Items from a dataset
━━━━

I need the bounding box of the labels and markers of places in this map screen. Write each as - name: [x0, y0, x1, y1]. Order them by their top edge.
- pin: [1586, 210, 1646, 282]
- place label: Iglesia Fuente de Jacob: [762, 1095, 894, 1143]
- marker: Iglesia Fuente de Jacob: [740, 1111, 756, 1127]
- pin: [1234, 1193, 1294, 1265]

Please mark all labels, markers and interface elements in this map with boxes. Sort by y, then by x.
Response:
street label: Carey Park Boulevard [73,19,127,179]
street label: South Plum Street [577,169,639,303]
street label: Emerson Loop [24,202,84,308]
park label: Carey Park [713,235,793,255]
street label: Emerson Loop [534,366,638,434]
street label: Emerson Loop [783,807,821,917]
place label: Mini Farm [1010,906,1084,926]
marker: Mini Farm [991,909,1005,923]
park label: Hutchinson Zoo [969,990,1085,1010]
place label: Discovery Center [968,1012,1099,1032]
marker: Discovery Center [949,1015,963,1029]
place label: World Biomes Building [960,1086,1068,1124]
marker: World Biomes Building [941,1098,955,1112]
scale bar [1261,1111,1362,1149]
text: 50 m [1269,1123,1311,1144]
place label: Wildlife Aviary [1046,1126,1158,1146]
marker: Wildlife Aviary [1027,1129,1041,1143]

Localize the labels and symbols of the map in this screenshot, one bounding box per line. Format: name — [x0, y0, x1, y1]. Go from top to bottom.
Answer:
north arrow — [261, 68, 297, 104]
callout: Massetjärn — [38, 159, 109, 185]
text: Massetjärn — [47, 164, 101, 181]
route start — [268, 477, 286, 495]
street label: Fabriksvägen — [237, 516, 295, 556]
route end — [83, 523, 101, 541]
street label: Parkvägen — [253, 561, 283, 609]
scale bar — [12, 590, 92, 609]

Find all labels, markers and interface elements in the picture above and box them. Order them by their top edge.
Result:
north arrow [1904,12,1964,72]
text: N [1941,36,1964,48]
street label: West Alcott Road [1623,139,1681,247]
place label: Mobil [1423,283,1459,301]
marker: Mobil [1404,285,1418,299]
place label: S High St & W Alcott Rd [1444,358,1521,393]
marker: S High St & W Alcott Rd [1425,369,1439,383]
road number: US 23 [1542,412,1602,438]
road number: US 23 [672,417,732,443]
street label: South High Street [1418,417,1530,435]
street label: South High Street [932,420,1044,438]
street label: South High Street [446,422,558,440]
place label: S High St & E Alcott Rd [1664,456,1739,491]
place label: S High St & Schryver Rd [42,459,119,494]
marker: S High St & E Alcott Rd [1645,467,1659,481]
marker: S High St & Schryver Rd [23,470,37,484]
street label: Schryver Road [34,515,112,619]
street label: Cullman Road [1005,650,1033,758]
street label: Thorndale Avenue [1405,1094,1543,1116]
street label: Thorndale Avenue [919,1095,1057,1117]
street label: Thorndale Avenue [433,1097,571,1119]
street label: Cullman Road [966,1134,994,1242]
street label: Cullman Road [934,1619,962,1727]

━━━━

▶ **WORK REQUIRED**:
Every record above needs to be copied exactly.

▶ **COMPLETED TASK**:
I need the bounding box of the labels and markers of places in this map screen. Write each as - name: [x0, y0, x1, y1]. Order them by their top edge.
- pin: [1586, 210, 1646, 282]
- place label: Iglesia Fuente de Jacob: [762, 1095, 894, 1143]
- marker: Iglesia Fuente de Jacob: [740, 1111, 756, 1127]
- pin: [1234, 1193, 1294, 1265]

Please mark all labels, markers and interface elements in this map with boxes. Sort by y, then by x.
Response:
street label: Carey Park Boulevard [73,19,127,179]
street label: South Plum Street [577,169,639,303]
street label: Emerson Loop [24,202,84,308]
park label: Carey Park [713,235,793,255]
street label: Emerson Loop [534,366,638,434]
street label: Emerson Loop [783,807,821,917]
place label: Mini Farm [1010,906,1084,926]
marker: Mini Farm [991,909,1005,923]
park label: Hutchinson Zoo [969,990,1085,1010]
place label: Discovery Center [968,1012,1099,1032]
marker: Discovery Center [949,1015,963,1029]
place label: World Biomes Building [960,1086,1068,1124]
marker: World Biomes Building [941,1098,955,1112]
scale bar [1261,1111,1362,1149]
text: 50 m [1269,1123,1311,1144]
place label: Wildlife Aviary [1046,1126,1158,1146]
marker: Wildlife Aviary [1027,1129,1041,1143]

Localize the labels and symbols of the map in this screenshot, one bounding box per line. Format: name — [x0, y0, x1, y1]. Go from top to bottom.
Answer:
north arrow — [261, 68, 297, 104]
callout: Massetjärn — [38, 159, 109, 185]
text: Massetjärn — [47, 164, 101, 181]
route start — [268, 477, 286, 495]
street label: Fabriksvägen — [237, 516, 295, 556]
route end — [83, 523, 101, 541]
street label: Parkvägen — [253, 561, 283, 609]
scale bar — [12, 590, 92, 609]

Find all labels, markers and interface elements in the picture above and box them. Order them by their top edge.
Result:
north arrow [1904,12,1964,72]
text: N [1941,36,1964,48]
street label: West Alcott Road [1623,139,1681,247]
place label: Mobil [1423,283,1459,301]
marker: Mobil [1404,285,1418,299]
place label: S High St & W Alcott Rd [1444,358,1521,393]
marker: S High St & W Alcott Rd [1425,369,1439,383]
road number: US 23 [1542,412,1602,438]
road number: US 23 [672,417,732,443]
street label: South High Street [1418,417,1530,435]
street label: South High Street [932,420,1044,438]
street label: South High Street [446,422,558,440]
place label: S High St & E Alcott Rd [1664,456,1739,491]
place label: S High St & Schryver Rd [42,459,119,494]
marker: S High St & E Alcott Rd [1645,467,1659,481]
marker: S High St & Schryver Rd [23,470,37,484]
street label: Schryver Road [34,515,112,619]
street label: Cullman Road [1005,650,1033,758]
street label: Thorndale Avenue [1405,1094,1543,1116]
street label: Thorndale Avenue [919,1095,1057,1117]
street label: Thorndale Avenue [433,1097,571,1119]
street label: Cullman Road [966,1134,994,1242]
street label: Cullman Road [934,1619,962,1727]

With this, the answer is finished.